Stored data entries
* * * * *
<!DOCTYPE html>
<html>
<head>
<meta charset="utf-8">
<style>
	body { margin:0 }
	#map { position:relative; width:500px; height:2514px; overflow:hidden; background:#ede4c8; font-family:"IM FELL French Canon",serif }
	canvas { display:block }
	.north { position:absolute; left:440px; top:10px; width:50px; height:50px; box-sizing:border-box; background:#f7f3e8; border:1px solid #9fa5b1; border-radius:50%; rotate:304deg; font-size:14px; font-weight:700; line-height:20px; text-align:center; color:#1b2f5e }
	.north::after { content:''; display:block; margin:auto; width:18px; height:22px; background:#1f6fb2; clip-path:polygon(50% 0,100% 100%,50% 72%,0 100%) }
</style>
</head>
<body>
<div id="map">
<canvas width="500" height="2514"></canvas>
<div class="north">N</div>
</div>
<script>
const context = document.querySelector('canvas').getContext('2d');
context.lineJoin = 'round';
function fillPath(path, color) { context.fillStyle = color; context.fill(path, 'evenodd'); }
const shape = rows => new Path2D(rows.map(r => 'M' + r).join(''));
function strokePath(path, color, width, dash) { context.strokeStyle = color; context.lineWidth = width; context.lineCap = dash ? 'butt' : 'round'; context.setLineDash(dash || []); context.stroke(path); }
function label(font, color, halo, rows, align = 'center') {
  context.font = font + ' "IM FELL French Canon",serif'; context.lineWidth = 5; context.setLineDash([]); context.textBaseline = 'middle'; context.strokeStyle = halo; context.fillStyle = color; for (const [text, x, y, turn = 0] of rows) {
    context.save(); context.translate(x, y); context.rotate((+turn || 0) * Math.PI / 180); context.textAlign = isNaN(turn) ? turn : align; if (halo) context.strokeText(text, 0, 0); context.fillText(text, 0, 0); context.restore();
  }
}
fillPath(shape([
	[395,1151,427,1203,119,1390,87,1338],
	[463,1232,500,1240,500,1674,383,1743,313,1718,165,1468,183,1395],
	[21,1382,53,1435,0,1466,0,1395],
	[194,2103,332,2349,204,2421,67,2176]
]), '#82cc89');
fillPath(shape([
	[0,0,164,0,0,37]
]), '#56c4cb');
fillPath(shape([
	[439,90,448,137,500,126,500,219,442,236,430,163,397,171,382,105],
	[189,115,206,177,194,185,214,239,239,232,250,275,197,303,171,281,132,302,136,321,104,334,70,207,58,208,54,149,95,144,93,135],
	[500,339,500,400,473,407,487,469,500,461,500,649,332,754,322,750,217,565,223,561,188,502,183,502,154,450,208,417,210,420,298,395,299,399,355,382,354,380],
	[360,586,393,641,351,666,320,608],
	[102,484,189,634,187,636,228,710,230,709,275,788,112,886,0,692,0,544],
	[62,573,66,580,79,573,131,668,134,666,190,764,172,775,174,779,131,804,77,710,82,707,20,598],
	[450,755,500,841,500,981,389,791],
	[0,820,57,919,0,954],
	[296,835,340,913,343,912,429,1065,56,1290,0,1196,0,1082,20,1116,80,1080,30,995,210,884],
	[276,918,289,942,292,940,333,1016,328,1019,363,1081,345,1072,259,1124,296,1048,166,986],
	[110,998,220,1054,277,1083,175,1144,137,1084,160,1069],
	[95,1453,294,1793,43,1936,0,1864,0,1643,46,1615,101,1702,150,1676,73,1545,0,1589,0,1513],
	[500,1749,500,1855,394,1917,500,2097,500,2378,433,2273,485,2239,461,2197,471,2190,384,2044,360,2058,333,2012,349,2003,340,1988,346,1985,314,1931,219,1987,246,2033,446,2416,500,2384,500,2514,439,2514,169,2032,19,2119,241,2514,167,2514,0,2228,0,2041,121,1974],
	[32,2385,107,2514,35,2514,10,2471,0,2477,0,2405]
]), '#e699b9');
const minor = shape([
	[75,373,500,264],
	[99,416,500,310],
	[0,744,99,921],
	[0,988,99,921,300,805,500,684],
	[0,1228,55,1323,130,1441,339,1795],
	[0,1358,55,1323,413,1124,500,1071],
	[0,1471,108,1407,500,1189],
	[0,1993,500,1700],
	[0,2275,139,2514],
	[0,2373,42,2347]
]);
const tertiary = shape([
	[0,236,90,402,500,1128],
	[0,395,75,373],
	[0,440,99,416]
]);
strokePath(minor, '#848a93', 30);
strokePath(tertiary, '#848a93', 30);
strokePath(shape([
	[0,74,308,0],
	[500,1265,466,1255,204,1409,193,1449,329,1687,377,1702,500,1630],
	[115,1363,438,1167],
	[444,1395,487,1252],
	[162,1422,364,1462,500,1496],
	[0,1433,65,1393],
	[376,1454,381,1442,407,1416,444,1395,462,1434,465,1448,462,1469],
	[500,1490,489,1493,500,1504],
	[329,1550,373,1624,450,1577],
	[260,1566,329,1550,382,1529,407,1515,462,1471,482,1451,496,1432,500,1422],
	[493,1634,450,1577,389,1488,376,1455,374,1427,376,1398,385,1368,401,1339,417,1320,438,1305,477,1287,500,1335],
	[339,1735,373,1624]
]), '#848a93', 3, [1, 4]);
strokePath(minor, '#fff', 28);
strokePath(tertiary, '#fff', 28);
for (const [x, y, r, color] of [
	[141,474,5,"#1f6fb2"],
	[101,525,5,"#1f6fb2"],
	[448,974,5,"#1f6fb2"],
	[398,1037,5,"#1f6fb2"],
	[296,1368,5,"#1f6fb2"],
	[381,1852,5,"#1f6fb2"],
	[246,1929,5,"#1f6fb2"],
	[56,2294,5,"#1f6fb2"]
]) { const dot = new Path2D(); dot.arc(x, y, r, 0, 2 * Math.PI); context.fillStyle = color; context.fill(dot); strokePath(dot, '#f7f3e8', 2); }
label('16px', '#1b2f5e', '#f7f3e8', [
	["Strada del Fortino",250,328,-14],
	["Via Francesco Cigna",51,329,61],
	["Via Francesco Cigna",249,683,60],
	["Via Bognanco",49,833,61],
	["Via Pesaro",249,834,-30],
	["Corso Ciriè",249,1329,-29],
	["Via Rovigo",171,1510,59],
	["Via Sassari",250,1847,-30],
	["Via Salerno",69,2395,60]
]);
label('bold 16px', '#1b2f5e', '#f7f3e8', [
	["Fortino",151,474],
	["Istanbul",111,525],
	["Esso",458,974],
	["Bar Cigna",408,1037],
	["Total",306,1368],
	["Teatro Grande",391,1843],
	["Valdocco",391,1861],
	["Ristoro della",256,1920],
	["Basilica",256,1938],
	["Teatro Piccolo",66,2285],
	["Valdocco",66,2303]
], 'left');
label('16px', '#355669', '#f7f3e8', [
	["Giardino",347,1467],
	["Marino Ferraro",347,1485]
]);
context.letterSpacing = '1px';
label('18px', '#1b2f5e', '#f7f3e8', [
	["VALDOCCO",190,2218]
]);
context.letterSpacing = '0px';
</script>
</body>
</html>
* * * * *
• TO DO
Reading through the records above, report each line in which the string "center" is found.

• TASK RESULT
	.north { position:absolute; left:440px; top:10px; width:50px; height:50px; box-sizing:border-box; background:#f7f3e8; border:1px solid #9fa5b1; border-radius:50%; rotate:304deg; font-size:14px; font-weight:700; line-height:20px; text-align:center; color:#1b2f5e }
function label(font, color, halo, rows, align = 'center') {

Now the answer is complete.